The authors found differences in the way the European countries participating in the SHIPS project are following and treating children with significant movement difficulties. Although the study reported that 43% of these children received treatment, this percentage varied from country to country.
There are countries where the provision of care has been around 23% and others where it has been around 60%.
Let’s look at some examples. Comparing France, Portugal, Italy, and the UK, there are significant differences in care provision.
In France and Portugal children with significant movement difficulties had a higher proportion of follow-up, whereas in Italy and the UK these children had a lower treatment rate.
According to Raquel Costa, the absence of international guidelines for the follow-up of these children may explain this variability.
“France and Portugal are countries that are providing more support and more treatment for movement difficulties in children. Both the French and Portuguese guidelines foresee the follow-up of children born very preterm until they are five years old,” says the researcher.
“Countries without guidelines or with poorly structured guidelines generally ensure a shorter follow-up period, normally until the age of two. However, until the age of two, some motor problems cannot be detected because the child is still developing. Therefore, the follow-up protocols end before the motor problem manifests itself”, she adds.
There is also a chance that some countries perform follow-ups beyond the age of two, but the protocols do not include motor function as part of the assessment. “The fact that we found that a child is more likely to receive motor care if one has associated emotional or behavioural problems is an indicator that movement difficulties are not given due importance. This approach is problematic because the motor function is very important and is associated with other developmental problems in children.”
This study shows that there is a gap in health care provision and that “it is necessary to take into consideration children who, despite not having a clear diagnosis of cerebral palsy, have significant motor problems and need medical attention, since they are not receiving the proper treatment for their movement difficulties. Here lies the biggest gap in terms of health care provision and therefore action is needed”, stresses Raquel Costa.
The researcher also reinforces the need to alert health services to the importance of conducting clinical evaluations of the child’s development in its entirety, so as to increase the recognition of these problems and improve specialised intervention in high-risk populations.
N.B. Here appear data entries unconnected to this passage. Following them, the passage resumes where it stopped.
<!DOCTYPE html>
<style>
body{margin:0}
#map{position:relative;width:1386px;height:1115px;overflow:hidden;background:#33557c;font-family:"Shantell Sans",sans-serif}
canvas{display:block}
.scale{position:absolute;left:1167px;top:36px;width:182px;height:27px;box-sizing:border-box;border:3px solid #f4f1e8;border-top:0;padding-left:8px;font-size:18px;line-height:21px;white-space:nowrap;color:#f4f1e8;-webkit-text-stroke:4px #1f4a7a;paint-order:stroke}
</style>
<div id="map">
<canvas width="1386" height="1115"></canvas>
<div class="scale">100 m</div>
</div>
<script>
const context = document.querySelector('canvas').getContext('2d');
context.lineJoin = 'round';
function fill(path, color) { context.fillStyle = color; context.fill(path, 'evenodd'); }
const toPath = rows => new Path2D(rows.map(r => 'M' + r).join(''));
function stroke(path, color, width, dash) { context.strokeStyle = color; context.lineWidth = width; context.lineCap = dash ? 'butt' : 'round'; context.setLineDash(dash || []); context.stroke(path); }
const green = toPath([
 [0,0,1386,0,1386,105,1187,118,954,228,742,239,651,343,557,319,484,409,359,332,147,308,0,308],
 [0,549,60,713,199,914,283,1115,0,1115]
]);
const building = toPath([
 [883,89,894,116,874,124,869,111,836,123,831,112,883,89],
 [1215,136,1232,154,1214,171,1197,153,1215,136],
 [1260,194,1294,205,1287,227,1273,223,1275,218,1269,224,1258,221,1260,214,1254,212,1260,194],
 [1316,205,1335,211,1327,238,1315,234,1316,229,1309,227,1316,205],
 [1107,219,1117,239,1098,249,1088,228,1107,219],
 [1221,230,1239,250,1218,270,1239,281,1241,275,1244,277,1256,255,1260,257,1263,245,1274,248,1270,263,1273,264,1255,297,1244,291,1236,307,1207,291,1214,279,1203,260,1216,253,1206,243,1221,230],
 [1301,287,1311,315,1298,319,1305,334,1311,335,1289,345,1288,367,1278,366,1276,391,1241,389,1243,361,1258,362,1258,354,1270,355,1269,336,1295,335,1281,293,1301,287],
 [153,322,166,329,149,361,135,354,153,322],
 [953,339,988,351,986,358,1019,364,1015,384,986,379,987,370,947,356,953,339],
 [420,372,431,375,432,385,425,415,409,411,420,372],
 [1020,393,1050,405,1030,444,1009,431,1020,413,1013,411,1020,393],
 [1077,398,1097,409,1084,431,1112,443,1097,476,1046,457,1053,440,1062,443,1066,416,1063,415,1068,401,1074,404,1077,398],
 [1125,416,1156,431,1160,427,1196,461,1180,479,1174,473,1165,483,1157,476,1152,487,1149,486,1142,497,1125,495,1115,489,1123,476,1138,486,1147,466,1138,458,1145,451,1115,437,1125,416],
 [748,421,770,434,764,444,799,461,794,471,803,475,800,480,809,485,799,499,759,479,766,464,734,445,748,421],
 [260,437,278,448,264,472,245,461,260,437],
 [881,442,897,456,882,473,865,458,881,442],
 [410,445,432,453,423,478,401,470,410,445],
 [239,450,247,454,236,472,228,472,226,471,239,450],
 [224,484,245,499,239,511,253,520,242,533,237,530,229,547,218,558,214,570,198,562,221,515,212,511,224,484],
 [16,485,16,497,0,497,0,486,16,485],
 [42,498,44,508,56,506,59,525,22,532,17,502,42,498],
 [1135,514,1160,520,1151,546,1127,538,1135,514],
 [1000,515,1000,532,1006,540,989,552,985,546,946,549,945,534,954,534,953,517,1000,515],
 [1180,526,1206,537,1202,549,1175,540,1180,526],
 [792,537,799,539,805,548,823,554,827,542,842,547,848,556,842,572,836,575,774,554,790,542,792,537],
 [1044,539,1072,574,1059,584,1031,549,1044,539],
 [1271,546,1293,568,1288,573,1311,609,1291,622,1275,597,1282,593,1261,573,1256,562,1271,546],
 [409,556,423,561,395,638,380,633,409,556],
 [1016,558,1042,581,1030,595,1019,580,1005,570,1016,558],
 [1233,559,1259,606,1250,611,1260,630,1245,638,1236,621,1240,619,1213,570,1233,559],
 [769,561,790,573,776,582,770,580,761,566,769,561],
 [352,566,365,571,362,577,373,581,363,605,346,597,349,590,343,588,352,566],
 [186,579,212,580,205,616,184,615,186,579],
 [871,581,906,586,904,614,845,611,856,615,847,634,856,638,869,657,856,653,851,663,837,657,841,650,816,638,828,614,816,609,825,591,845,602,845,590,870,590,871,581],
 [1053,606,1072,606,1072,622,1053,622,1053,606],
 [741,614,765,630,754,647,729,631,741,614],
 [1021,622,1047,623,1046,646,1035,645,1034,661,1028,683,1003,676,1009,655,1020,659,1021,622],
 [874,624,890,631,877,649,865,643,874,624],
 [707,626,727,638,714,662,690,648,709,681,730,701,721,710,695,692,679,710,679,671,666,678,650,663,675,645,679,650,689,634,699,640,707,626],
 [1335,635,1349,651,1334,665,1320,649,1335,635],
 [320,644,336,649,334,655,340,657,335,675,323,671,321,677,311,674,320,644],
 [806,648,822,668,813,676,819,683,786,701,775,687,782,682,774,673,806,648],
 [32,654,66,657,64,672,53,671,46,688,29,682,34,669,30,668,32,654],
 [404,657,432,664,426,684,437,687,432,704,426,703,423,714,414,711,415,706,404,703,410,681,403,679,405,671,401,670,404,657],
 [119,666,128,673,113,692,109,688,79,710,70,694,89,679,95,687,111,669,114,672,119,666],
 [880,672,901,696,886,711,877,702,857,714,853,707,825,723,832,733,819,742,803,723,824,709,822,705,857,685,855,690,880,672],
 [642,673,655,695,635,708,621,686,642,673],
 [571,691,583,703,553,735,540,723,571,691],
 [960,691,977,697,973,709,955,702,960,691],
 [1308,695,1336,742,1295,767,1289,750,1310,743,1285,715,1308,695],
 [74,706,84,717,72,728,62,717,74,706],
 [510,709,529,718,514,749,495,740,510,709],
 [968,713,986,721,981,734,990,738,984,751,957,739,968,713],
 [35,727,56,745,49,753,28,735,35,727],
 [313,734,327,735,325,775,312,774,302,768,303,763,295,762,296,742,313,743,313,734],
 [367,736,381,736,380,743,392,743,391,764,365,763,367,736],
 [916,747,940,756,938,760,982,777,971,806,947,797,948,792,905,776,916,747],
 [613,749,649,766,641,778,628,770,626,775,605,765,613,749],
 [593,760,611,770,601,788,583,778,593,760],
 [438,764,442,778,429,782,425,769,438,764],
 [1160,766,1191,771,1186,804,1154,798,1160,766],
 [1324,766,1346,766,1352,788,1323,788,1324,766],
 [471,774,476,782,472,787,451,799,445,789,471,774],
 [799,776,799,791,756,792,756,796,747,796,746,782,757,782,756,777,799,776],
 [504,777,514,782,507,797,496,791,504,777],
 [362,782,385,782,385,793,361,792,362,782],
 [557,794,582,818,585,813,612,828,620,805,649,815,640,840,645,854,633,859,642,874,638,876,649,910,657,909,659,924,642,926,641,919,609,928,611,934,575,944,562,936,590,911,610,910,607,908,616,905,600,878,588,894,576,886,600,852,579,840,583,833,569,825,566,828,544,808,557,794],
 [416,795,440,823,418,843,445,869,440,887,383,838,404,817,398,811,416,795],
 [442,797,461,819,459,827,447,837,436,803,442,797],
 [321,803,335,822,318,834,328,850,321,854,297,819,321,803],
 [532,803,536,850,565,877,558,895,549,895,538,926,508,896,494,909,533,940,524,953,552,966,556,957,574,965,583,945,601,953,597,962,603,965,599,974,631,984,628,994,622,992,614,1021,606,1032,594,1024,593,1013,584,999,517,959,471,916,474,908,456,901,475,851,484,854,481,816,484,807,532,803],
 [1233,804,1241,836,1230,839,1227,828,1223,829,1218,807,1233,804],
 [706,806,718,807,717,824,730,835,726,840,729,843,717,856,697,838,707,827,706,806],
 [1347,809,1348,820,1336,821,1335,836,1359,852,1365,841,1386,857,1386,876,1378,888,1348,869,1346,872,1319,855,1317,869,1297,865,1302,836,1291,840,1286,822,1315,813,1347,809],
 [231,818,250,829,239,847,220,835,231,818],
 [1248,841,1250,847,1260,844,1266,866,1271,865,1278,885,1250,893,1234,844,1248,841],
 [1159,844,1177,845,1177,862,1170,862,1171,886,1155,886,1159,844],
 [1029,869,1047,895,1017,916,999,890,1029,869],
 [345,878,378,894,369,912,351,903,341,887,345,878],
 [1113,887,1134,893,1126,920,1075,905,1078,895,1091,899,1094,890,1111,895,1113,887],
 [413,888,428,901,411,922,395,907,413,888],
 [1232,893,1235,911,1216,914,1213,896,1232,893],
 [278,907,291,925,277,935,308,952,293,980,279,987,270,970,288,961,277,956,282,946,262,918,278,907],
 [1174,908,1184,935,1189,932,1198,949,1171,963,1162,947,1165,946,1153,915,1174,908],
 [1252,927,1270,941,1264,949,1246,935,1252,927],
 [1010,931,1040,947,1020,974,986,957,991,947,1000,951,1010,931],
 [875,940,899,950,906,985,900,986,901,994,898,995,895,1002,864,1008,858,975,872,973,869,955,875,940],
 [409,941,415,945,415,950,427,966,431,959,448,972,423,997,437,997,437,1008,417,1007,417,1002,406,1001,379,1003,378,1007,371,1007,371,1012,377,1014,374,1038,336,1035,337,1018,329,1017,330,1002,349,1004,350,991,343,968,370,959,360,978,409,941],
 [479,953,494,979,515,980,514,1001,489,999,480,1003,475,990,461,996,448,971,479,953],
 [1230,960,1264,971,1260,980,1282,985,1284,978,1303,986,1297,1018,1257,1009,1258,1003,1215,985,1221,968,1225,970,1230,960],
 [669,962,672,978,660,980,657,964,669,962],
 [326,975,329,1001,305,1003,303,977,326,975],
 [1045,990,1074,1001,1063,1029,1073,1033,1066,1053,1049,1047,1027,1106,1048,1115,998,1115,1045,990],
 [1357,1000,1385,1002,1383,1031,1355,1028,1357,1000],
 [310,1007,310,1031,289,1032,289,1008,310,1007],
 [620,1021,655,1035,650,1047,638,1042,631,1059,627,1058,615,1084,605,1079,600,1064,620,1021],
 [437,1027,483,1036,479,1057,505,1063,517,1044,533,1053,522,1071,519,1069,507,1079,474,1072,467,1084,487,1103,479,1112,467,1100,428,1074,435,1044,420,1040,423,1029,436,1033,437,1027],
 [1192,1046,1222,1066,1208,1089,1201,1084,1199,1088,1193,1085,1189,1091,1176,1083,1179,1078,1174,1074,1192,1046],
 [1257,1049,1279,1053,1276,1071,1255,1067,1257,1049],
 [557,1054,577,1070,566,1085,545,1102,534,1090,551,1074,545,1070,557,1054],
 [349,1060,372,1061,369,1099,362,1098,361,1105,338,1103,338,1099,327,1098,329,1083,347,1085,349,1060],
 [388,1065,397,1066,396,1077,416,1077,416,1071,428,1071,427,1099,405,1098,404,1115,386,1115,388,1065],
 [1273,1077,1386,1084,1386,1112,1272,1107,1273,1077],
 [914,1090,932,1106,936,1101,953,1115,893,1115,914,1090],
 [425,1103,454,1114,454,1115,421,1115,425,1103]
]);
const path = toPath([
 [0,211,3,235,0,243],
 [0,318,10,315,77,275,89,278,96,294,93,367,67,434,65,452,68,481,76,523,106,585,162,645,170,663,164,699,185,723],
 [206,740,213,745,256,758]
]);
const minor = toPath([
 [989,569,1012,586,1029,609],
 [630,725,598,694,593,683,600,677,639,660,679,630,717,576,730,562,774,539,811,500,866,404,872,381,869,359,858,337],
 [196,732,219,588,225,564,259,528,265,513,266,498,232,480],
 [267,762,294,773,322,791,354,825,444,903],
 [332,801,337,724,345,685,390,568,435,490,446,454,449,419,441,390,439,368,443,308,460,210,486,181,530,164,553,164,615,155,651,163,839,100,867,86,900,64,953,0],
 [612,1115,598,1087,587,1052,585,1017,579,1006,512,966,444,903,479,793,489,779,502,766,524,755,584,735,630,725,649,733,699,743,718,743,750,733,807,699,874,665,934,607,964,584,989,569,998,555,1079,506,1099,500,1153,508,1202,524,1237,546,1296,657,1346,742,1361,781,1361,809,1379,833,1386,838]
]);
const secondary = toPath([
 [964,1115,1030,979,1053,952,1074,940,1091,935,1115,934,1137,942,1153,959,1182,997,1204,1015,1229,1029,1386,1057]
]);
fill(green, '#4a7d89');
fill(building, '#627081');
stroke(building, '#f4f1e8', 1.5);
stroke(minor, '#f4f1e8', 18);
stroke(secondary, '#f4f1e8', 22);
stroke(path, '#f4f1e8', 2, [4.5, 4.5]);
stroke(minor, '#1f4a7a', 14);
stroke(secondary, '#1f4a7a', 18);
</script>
Recently, European standards for the follow-up of children born very preterm have been published which may in the future help to improve the recognition and management of their health conditions.
This study is entitled Motor-related health care for 5-year-old children born extremely preterm with movement impairments. The researcher Henrique Barros (ISPUP) also participated in the article, as well as researchers from France, Sweden, Belgium, Germany, Italy, Estonia, the Netherlands, and the United Kingdom.
The research was funded by the European Union’s 7th Framework Programme ([FP7/2007-2013]; agreement no. 259882) and by the European Commission – Horizon 2020 [agreement no. 633724].